In
un’Italia confusa, distratta e passiva, priva di etica e valori, stordita dalla
miserrima situazione politica che annuncia improbabili luci alla fine di
interminabili tunnel, culturalmente e socialmente marcescente, possono sempre
più farsi strada complotti, congiure del silenzio, manipolazioni
dell’informazione e capovolgimenti della verità. Preparando disastrosi
cambiamenti che, appena qualche anno prima, sarebbero stati del tutto
impensabili.Come violare impunemente le norme, costruire ovunque a ruota
libera, cementificare ogni frammento di suolo, sfruttare pesantemente fiumi e
coste, foreste e montagne, e proclamare libera caccia dovunque: anche
all’interno dei santuari dove dovrebbe essere sempre rigorosamente proibita, e
cioè nel cuore dei Parchi Nazionali.Tutto ciò sta già da tempo avvenendo non
solo con il bracconaggio imperversante, talvolta grazie a sistemi clandestini e
silenziosi come trappole, lacci, esche avvelenate e tiro con arco e balestra:
ma anche con metodi più subdoli, quali le striscianti invasioni di
“selecontrollori” e l’allarme per i danni ingenti provocati da cani randagi
vaganti e da cinghiali introdotti a scopo di ripopolamento (in entrambi i casi,
ricordiamolo, prodotti non dalla “natura matrigna”, ma dai ripetuti errori
umani). E come dimenticare che di tanto in tanto, con banali pretesti, si
scatenano nuovi insidiosi tentativi di aprire la caccia al cervo e al lupo,
consentendola persino all’interno dei Parchi?
Proprio
nelle ultime oasi riservate alla pace e al silenzio, dove un animale selvatico
può allattare la propria prole, o venire ammirato a distanza, senza essere
disturbato… Ma in fondo, questa continua insistenza per cacciare all’interno
dei Parchi Nazionali costituisce la più evidente prova del fallimento d’un
certo mondo venatorio, costretto ad ammettere che nel territorio esterno, di
propria pertinenza, non c’è davvero più molto da cacciare.
Secondo
alcuni analisti ben informati, gli estremi espedienti di chi anela sparare
dovunque risiederebbero in tre obiettivi: norme più permissive, riformando la
legge-quadro sulle Aree protette; declassamento dei livelli di tutela delle
specie in pericolo, a cominciare dal prezioso Camoscio d’Abruzzo; e conquista di
posti-chiave nelle dirigenze dei Parchi.
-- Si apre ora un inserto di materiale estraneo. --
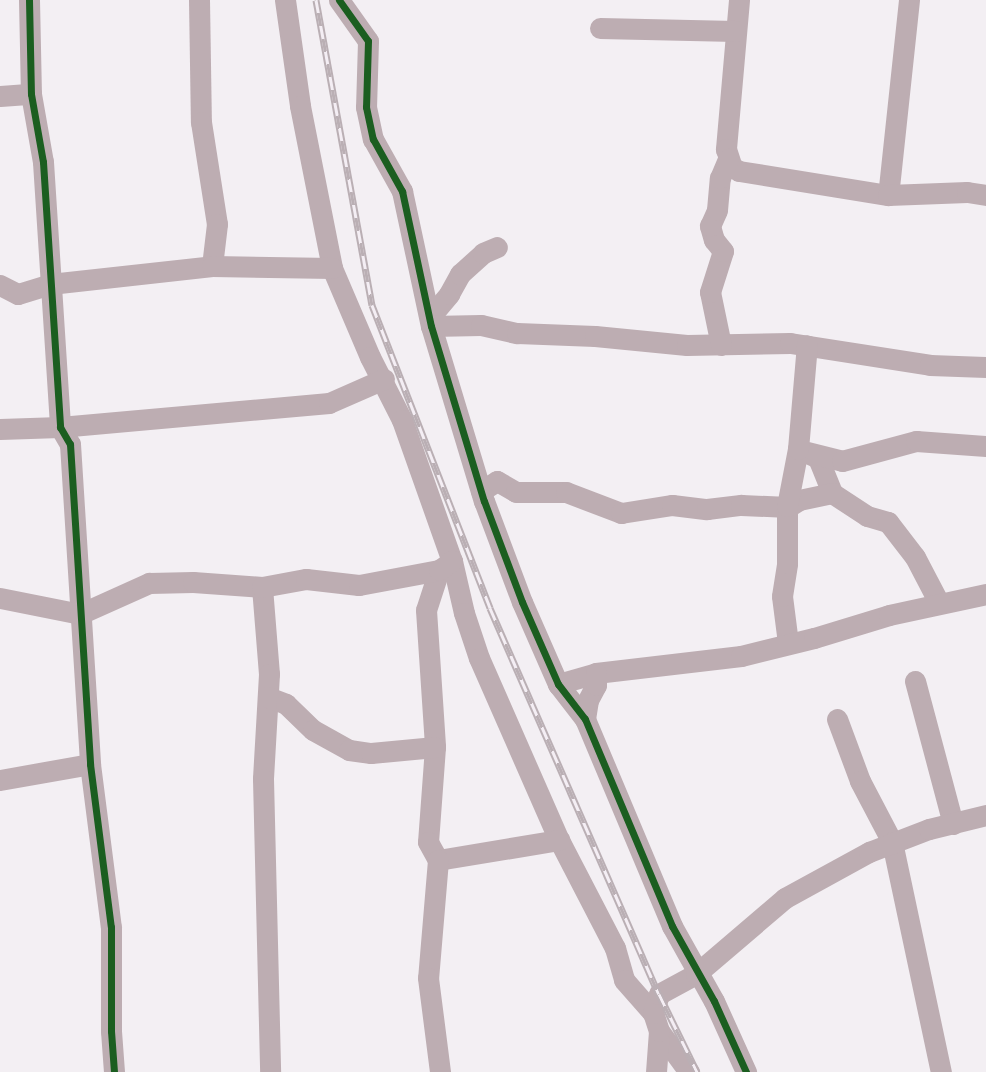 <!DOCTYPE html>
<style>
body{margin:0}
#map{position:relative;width:986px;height:1072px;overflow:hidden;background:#f3eff3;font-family:"IBM Plex Serif",serif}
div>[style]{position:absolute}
.minor>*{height:21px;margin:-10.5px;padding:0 10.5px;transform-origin:10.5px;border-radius:10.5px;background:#bdadb2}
.rail>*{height:7px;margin-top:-3.5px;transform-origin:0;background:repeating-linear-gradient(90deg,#f4eef4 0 13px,#baafb4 0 26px);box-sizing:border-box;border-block:2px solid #baafb4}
.cycleway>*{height:7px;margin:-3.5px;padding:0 3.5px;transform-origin:3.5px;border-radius:3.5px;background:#1b5e20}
span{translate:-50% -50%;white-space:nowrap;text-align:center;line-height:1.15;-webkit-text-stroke:5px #f4eef4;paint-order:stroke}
</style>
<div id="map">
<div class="minor">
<i style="left:29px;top:0;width:94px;rotate:88.8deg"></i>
<i style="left:31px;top:94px;width:69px;rotate:80deg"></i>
<i style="left:43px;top:162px;width:266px;rotate:86.3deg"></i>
<i style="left:60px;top:427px;width:20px;rotate:60deg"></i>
<i style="left:70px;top:444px;width:321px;rotate:86.4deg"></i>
<i style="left:90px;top:764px;width:164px;rotate:82.7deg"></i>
<i style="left:111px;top:927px;width:104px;rotate:90deg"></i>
<i style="left:111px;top:1031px;width:41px;rotate:85.8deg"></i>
<i style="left:199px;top:0;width:122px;rotate:89.1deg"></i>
<i style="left:201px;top:122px;width:103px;rotate:81.1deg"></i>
<i style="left:217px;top:224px;width:42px;rotate:96.8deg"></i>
<i style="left:285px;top:0;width:107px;rotate:81.9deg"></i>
<i style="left:300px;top:106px;width:165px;rotate:78.8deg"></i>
<i style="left:332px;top:268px;width:97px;rotate:66.9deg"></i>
<i style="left:370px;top:357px;width:71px;rotate:63.1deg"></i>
<i style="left:402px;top:420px;width:150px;rotate:70.5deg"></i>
<i style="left:452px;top:561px;width:53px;rotate:77deg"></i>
<i style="left:464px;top:613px;width:47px;rotate:71.6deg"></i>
<i style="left:479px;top:658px;width:199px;rotate:66.3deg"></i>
<i style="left:559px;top:840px;width:122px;rotate:62.6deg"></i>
<i style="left:615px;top:948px;width:33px;rotate:74deg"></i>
<i style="left:624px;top:980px;width:44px;rotate:48.7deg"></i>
<i style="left:339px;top:0;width:50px;rotate:54.7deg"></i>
<i style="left:368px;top:41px;width:66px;rotate:91.7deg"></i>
<i style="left:366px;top:107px;width:33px;rotate:78deg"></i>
<i style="left:373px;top:139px;width:60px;rotate:60.9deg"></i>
<i style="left:402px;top:191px;width:138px;rotate:77.9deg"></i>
<i style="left:431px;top:326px;width:183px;rotate:73.2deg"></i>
<i style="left:484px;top:501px;width:108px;rotate:69.4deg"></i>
<i style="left:522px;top:602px;width:90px;rotate:66.3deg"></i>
<i style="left:558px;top:684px;width:44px;rotate:52.4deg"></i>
<i style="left:585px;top:719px;width:225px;rotate:67.2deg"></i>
<i style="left:672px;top:926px;width:86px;rotate:60.8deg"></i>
<i style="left:714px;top:1001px;width:78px;rotate:65.7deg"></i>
<i style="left:739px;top:0;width:150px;rotate:95deg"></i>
<i style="left:726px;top:149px;width:19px;rotate:72deg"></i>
<i style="left:732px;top:167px;width:8px;rotate:30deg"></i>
<i style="left:739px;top:171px;width:151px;rotate:9.2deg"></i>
<i style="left:909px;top:0;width:196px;rotate:96.1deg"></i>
<i style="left:888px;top:195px;width:79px;rotate:-2.2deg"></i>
<i style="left:967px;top:192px;width:19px;rotate:9deg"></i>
<i style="left:600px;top:28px;width:135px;rotate:1.3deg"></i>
<i style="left:0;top:96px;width:31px;rotate:-4deg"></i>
<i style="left:0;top:285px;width:20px;rotate:27deg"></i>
<i style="left:18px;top:294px;width:34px;rotate:-17deg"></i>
<i style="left:50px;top:284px;width:163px;rotate:-6.3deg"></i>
<i style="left:212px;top:266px;width:120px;rotate:1deg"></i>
<i style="left:430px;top:317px;width:30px;rotate:-50deg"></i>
<i style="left:449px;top:294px;width:23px;rotate:-61deg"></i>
<i style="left:460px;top:274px;width:31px;rotate:-42deg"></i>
<i style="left:483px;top:253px;width:15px;rotate:-23deg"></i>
<i style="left:431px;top:326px;width:50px;rotate:-1.1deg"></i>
<i style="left:481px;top:325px;width:37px;rotate:13deg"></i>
<i style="left:517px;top:333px;width:78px;rotate:2.2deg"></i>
<i style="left:595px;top:336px;width:92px;rotate:5.6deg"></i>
<i style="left:687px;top:345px;width:103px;rotate:-1.1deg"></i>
<i style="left:790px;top:343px;width:142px;rotate:8.9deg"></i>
<i style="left:930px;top:365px;width:56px;rotate:2deg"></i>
<i style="left:721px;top:345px;width:54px;rotate:-101.7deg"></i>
<i style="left:710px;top:292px;width:43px;rotate:-72.4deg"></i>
<i style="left:723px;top:251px;width:14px;rotate:-129deg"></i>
<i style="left:714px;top:240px;width:15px;rotate:-106deg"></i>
<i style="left:710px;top:226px;width:17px;rotate:-66deg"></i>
<i style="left:717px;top:210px;width:32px;rotate:-85deg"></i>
<i style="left:720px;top:178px;width:21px;rotate:-67deg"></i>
<i style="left:0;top:429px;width:60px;rotate:-1.9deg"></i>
<i style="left:60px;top:427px;width:270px;rotate:-5.1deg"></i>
<i style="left:329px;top:403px;width:60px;rotate:-23.6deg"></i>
<i style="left:798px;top:449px;width:22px;rotate:24deg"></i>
<i style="left:818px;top:458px;width:38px;rotate:68deg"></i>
<i style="left:832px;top:493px;width:42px;rotate:33.3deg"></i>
<i style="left:867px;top:516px;width:22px;rotate:16deg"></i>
<i style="left:888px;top:522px;width:44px;rotate:52.4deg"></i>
<i style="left:915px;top:557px;width:52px;rotate:62.4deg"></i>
<i style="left:807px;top:452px;width:36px;rotate:14deg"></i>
<i style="left:842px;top:461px;width:77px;rotate:-15.1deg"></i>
<i style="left:916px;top:441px;width:70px;rotate:4.1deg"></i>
<i style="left:481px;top:491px;width:19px;rotate:-32deg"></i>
<i style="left:497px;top:481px;width:22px;rotate:30deg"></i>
<i style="left:516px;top:492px;width:50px"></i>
<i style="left:566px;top:492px;width:59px;rotate:20.9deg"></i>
<i style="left:621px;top:513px;width:52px;rotate:-8.9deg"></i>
<i style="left:672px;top:505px;width:35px;rotate:7deg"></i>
<i style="left:707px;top:509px;width:34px;rotate:-7deg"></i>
<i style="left:741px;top:505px;width:47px;rotate:2.4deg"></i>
<i style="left:788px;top:507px;width:13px;rotate:-32deg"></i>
<i style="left:799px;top:500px;width:34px;rotate:-12deg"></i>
<i style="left:439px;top:570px;width:42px;rotate:108deg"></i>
<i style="left:426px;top:610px;width:137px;rotate:86.2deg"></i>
<i style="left:435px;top:747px;width:95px;rotate:94.2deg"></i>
<i style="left:428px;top:842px;width:21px;rotate:61deg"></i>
<i style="left:438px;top:860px;width:123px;rotate:-9.4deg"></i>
<i style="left:262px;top:587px;width:87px;rotate:85.4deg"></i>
<i style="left:269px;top:674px;width:105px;rotate:93.3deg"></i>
<i style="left:263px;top:779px;width:293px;rotate:88.6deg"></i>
<i style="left:0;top:598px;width:82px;rotate:11.3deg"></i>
<i style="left:80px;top:614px;width:76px;rotate:-24.2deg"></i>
<i style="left:149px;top:583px;width:44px;rotate:-1.3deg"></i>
<i style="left:193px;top:582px;width:69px;rotate:4.1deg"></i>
<i style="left:262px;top:587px;width:45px;rotate:-10.3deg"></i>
<i style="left:306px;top:579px;width:53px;rotate:6.5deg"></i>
<i style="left:359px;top:585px;width:81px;rotate:-10.6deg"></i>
<i style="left:439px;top:570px;width:16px;rotate:-35deg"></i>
<i style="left:788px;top:643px;width:47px;rotate:-97.3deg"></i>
<i style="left:782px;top:596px;width:33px;rotate:-81deg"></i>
<i style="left:787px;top:563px;width:57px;rotate:-90deg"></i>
<i style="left:787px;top:506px;width:58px;rotate:-79.1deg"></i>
<i style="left:798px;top:449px;width:104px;rotate:-85.1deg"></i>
<i style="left:915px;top:681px;width:148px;rotate:75.1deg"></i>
<i style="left:558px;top:684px;width:40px;rotate:-16deg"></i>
<i style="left:596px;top:673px;width:146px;rotate:-6.7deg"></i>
<i style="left:741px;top:656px;width:75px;rotate:-13.9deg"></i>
<i style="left:814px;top:638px;width:78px;rotate:-17deg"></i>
<i style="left:889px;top:615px;width:99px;rotate:-12.2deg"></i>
<i style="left:268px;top:697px;width:19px;rotate:21deg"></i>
<i style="left:286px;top:704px;width:37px;rotate:44deg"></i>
<i style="left:313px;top:730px;width:41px;rotate:29.1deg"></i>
<i style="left:349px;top:750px;width:22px;rotate:8deg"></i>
<i style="left:371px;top:753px;width:64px;rotate:-5.4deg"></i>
<i style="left:585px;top:719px;width:19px;rotate:-81deg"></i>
<i style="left:588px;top:700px;width:17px;rotate:-62deg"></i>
<i style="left:596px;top:685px;width:12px;rotate:-90deg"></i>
<i style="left:837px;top:719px;width:66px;rotate:69.6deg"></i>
<i style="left:860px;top:781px;width:69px;rotate:62.3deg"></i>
<i style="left:892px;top:842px;width:235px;rotate:78deg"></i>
<i style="left:0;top:780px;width:91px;rotate:-10.1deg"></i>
<i style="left:438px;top:860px;width:118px;rotate:94.8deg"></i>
<i style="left:428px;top:978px;width:95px;rotate:82.7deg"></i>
<i style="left:659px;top:1031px;width:51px;rotate:53.8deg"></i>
<i style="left:656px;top:1072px;width:41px;rotate:-85.8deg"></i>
<i style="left:659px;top:1031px;width:19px;rotate:-108deg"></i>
<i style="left:653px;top:1013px;width:20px;rotate:-72deg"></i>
<i style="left:659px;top:994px;width:42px;rotate:-28.4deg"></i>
<i style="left:696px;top:974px;width:117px;rotate:-40.5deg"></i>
<i style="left:785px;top:898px;width:96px;rotate:-28.7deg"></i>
<i style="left:869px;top:852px;width:64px;rotate:-21deg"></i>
<i style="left:929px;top:829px;width:59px;rotate:-13.8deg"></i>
</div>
<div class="rail">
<i style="left:316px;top:0;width:310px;rotate:79.6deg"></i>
<i style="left:372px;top:305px;width:325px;rotate:68.7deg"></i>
<i style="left:490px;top:608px;width:421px;rotate:66.4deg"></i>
<i style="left:659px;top:994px;width:87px;rotate:64deg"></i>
</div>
<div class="cycleway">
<i style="left:29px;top:0;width:94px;rotate:88.8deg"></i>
<i style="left:31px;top:94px;width:69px;rotate:80deg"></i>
<i style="left:43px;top:162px;width:266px;rotate:86.3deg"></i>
<i style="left:60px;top:427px;width:20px;rotate:60deg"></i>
<i style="left:70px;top:444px;width:321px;rotate:86.4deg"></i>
<i style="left:90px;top:764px;width:164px;rotate:82.7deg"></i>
<i style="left:111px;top:927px;width:104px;rotate:90deg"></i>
<i style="left:111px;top:1031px;width:41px;rotate:85.8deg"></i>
<i style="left:339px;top:0;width:50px;rotate:54.7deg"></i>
<i style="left:368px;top:41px;width:66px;rotate:91.7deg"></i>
<i style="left:366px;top:107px;width:33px;rotate:78deg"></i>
<i style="left:373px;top:139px;width:60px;rotate:60.9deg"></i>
<i style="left:402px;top:191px;width:138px;rotate:77.9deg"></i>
<i style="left:431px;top:326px;width:183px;rotate:73.2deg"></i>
<i style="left:484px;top:501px;width:108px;rotate:69.4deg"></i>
<i style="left:522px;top:602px;width:90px;rotate:66.3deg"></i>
<i style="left:558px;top:684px;width:44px;rotate:52.4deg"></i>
<i style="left:585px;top:719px;width:225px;rotate:67.2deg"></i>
<i style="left:672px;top:926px;width:86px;rotate:60.8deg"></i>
<i style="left:714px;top:1001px;width:78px;rotate:65.7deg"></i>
</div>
</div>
Cacciatori alla guida di Enti preposti
alla conservazione?
Un
fatto del genere suonerebbe altrove come un’eresia, ma da noi tutto sembra
possibile: e poi ci si sente rispondere che, in fondo, si tratta di bravissime
persone (magari sarà pur vero, ma non si percepiscono conflitti di interessi? E
loro cosa direbbero se a capo di un organismo pubblico di controllo della
caccia fosse collocato un animalista?).
E’
tempo, insomma, di aprire gli occhi e controllare con attenzione cosa stia
cambiando nel mondo della conservazione della natura, e dello sfruttamento
delle sue risorse. E’ vero ad esempio che alcuni gruppi protezionisti
proclamano di difendere meglio gli animali in pericolo ergendosi a paladini di
uno “sport nobile” come l’attuale caccia in Italia? E’ plausibile l’assunto che
l’attività venatoria non minacci in alcun modo le specie a rischio di
estinzione?
Fucili,
cartucce e “mitologie nembrottiane” possono ancora apparire adamantine come
venivano dipinte in passato, o non risentiranno troppo del banale consumismo
legato all’ industria armiera? Fervono i dibattiti, tagliano le risorse e la natura protetta intanto muore.